United States

Gov. Whitmer continues taxpayer-funded separation agreements; critics call it an ‘assault’ on transparency

(The Center Square) – On Friday, Gov. Gretchen Whitmer issued an executive directive, effective immediately, which revises and continues her office’s use of government separation agreements.

But critics say the change doesn’t enact meaningful change, as taxpayers can still foot the bill for behind-closed-door deals.

“The measures laid out in my Executive Directive ensure greater accountability and promote transparency,” Whitmer said in a statement. “Michiganders should have confidence in the activities of state government, including the expenditure of public funds on separation agreements. I am proud of these measures because they will benefit both state employees and the people of Michigan.”
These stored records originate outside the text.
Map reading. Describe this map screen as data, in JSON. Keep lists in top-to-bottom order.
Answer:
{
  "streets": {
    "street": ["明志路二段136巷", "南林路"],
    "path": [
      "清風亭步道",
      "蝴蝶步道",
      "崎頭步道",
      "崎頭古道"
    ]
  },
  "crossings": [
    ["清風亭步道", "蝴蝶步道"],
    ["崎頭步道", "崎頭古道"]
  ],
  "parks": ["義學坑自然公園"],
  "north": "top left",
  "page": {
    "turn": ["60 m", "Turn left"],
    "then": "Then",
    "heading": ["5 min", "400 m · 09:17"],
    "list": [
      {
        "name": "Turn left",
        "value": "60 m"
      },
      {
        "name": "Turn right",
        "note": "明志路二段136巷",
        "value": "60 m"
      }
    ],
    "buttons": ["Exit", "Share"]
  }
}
The new directive states a state department can seek a severance deal with a non-disclosure clause if it maintains “confidentiality regarding an employment decision or dispute.”

It’s unclear what would qualify as a dispute.

In a press release, Whitmer defended using separation agreements to define employment terms during transitions, to secure the return of state property, and to mitigate legal exposure and potential costs to taxpayers through a release of claims against the state.

The directive prohibits separation agreement terms that require a party to deny the agreement’s existence or prevent the release of the contract’s text. It also provides that any separation agreement involving a monetary payment must secure a release of claims and be based on a reasonable judgment that securing that releasing claims will mitigate financial risk for taxpayer money.

The directive requires separation agreements cannot deny a party the right or opportunity to disclose the underlying facts and circumstances regarding unlawful workplace acts, including discrimination, retaliation, sexual harassment, or fraud.

All separation agreements must be submitted to the Attorney General for review.

Michigan Freedom Fund Executive Director Tony Daunt called the new directive an “assault on Michiganians’ right to know what their government is doing.”

“Michigan residents of all stripes are demanding answers from Governor Whitmer about the secret hush money deal she engineered to buy the silence of her fired health department director, but instead, today she brazenly doubled down on secrecy,” Daunt said in a statement.

“Governor Whitmer’s new directive is a direct and arrogant assault on Michiganians’ right to know what their government is doing. It will make government less transparent, it will mean more-common secrecy agreements, and it will force taxpayers to fund her administration’s cover-up attempts.”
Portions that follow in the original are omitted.